* _Problem to solve_: Copy out, precisely as given, the lines from the line with "I am building" to the end of the entries that follow.

Supplied material Block Start

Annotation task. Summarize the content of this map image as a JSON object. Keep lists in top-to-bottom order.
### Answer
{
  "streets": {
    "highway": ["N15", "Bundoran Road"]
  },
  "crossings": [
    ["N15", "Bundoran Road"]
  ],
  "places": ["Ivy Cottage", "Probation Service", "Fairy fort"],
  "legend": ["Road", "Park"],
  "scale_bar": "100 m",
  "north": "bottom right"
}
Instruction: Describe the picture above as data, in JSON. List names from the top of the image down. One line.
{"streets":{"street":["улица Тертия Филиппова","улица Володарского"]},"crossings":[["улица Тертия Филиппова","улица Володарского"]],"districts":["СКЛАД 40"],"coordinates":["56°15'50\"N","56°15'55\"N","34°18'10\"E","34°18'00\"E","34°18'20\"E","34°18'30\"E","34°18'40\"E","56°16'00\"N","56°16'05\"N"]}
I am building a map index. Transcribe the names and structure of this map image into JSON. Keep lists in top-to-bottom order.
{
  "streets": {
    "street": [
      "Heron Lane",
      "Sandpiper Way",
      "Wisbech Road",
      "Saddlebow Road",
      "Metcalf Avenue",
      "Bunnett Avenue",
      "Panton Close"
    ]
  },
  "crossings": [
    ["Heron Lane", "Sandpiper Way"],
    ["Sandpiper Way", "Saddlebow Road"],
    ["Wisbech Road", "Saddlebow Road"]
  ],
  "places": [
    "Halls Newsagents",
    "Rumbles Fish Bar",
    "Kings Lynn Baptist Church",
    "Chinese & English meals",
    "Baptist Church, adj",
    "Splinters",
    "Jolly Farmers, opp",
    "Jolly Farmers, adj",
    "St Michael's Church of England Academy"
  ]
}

Supplied material Block End

* _Answer to the exercise_:
I am building a map index. Transcribe the names and structure of this map image into JSON. Keep lists in top-to-bottom order.
{
  "streets": {
    "street": [
      "Heron Lane",
      "Sandpiper Way",
      "Wisbech Road",
      "Saddlebow Road",
      "Metcalf Avenue",
      "Bunnett Avenue",
      "Panton Close"
    ]
  },
  "crossings": [
    ["Heron Lane", "Sandpiper Way"],
    ["Sandpiper Way", "Saddlebow Road"],
    ["Wisbech Road", "Saddlebow Road"]
  ],
  "places": [
    "Halls Newsagents",
    "Rumbles Fish Bar",
    "Kings Lynn Baptist Church",
    "Chinese & English meals",
    "Baptist Church, adj",
    "Splinters",
    "Jolly Farmers, opp",
    "Jolly Farmers, adj",
    "St Michael's Church of England Academy"
  ]
}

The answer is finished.